Available data Start Marker

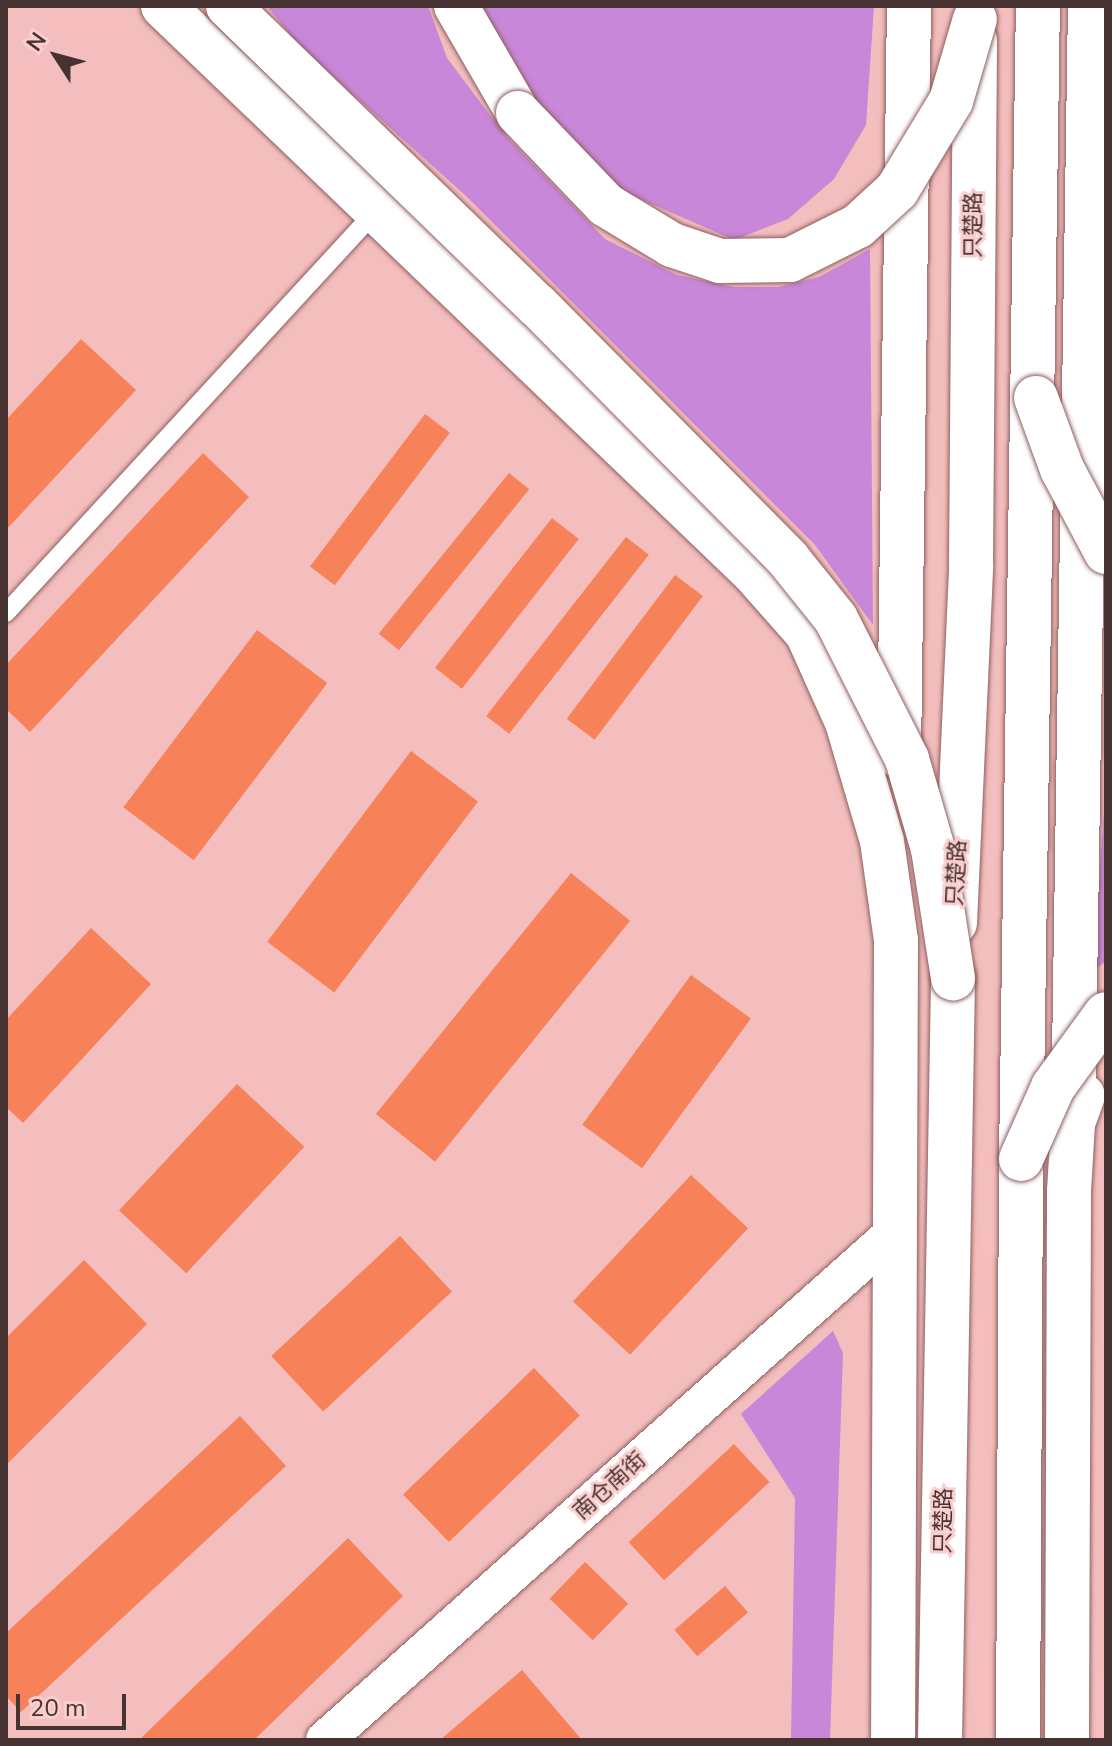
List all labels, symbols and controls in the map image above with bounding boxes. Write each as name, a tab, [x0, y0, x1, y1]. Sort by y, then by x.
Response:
north arrow	[16, 16, 96, 96]
text: N	[20, 26, 54, 57]
street label: 只楚路	[961, 192, 987, 258]
street label: 只楚路	[942, 839, 972, 907]
street label: 南仓南街	[568, 1447, 652, 1525]
street label: 只楚路	[930, 1488, 958, 1554]
scale bar	[20, 1678, 130, 1728]
text: 20 m	[30, 1692, 86, 1724]

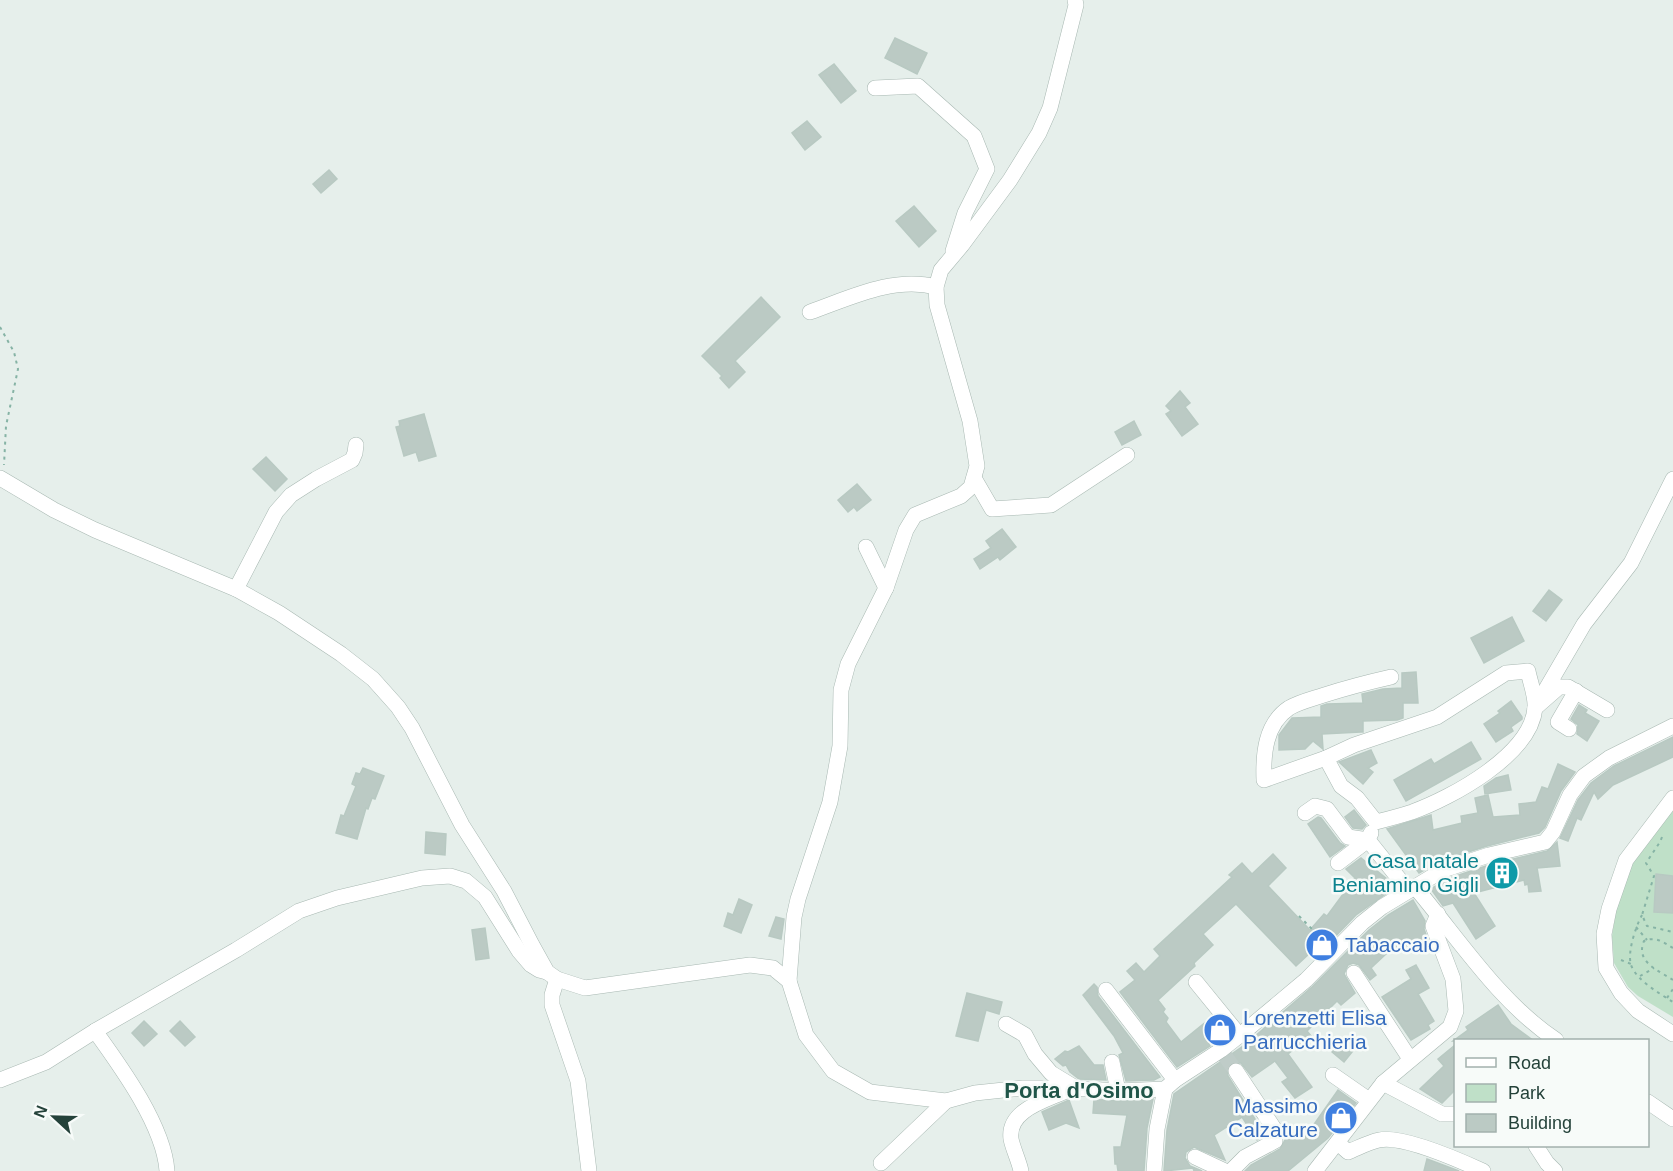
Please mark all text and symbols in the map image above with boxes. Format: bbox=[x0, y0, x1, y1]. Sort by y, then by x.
place label: Casa natale Beniamino Gigli bbox=[1332, 849, 1479, 896]
building icon: Casa natale Beniamino Gigli bbox=[1484, 855, 1520, 891]
shop icon: Tabaccaio bbox=[1304, 927, 1340, 963]
place label: Tabaccaio bbox=[1345, 933, 1440, 956]
place label: Lorenzetti Elisa Parrucchieria bbox=[1243, 1006, 1387, 1053]
shop icon: Lorenzetti Elisa Parrucchieria bbox=[1202, 1012, 1238, 1048]
legend bbox=[1454, 1039, 1649, 1147]
text: Road bbox=[1508, 1053, 1551, 1073]
district label: Porta d'Osimo bbox=[1004, 1078, 1154, 1103]
text: Park bbox=[1508, 1083, 1546, 1103]
north arrow bbox=[24, 1087, 84, 1147]
place label: Massimo Calzature bbox=[1228, 1094, 1318, 1141]
shop icon: Massimo Calzature bbox=[1323, 1100, 1359, 1136]
text: N bbox=[31, 1103, 51, 1120]
text: Building bbox=[1508, 1113, 1572, 1133]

Available data End Marker

Work task ▸
Nothing may be altered when you restate the records, but every picture must be dropped.

Response for this exercise ▸
List all labels, symbols and controls in the map image above with bounding boxes. Write each as name, a tab, [x0, y0, x1, y1]. Sort by y, then by x.
Response:
north arrow	[16, 16, 96, 96]
text: N	[20, 26, 54, 57]
street label: 只楚路	[961, 192, 987, 258]
street label: 只楚路	[942, 839, 972, 907]
street label: 南仓南街	[568, 1447, 652, 1525]
street label: 只楚路	[930, 1488, 958, 1554]
scale bar	[20, 1678, 130, 1728]
text: 20 m	[30, 1692, 86, 1724]

Please mark all text and symbols in the map image above with boxes. Format: bbox=[x0, y0, x1, y1]. Sort by y, then by x.
place label: Casa natale Beniamino Gigli bbox=[1332, 849, 1479, 896]
building icon: Casa natale Beniamino Gigli bbox=[1484, 855, 1520, 891]
shop icon: Tabaccaio bbox=[1304, 927, 1340, 963]
place label: Tabaccaio bbox=[1345, 933, 1440, 956]
place label: Lorenzetti Elisa Parrucchieria bbox=[1243, 1006, 1387, 1053]
shop icon: Lorenzetti Elisa Parrucchieria bbox=[1202, 1012, 1238, 1048]
legend bbox=[1454, 1039, 1649, 1147]
text: Road bbox=[1508, 1053, 1551, 1073]
district label: Porta d'Osimo bbox=[1004, 1078, 1154, 1103]
text: Park bbox=[1508, 1083, 1546, 1103]
north arrow bbox=[24, 1087, 84, 1147]
place label: Massimo Calzature bbox=[1228, 1094, 1318, 1141]
shop icon: Massimo Calzature bbox=[1323, 1100, 1359, 1136]
text: N bbox=[31, 1103, 51, 1120]
text: Building bbox=[1508, 1113, 1572, 1133]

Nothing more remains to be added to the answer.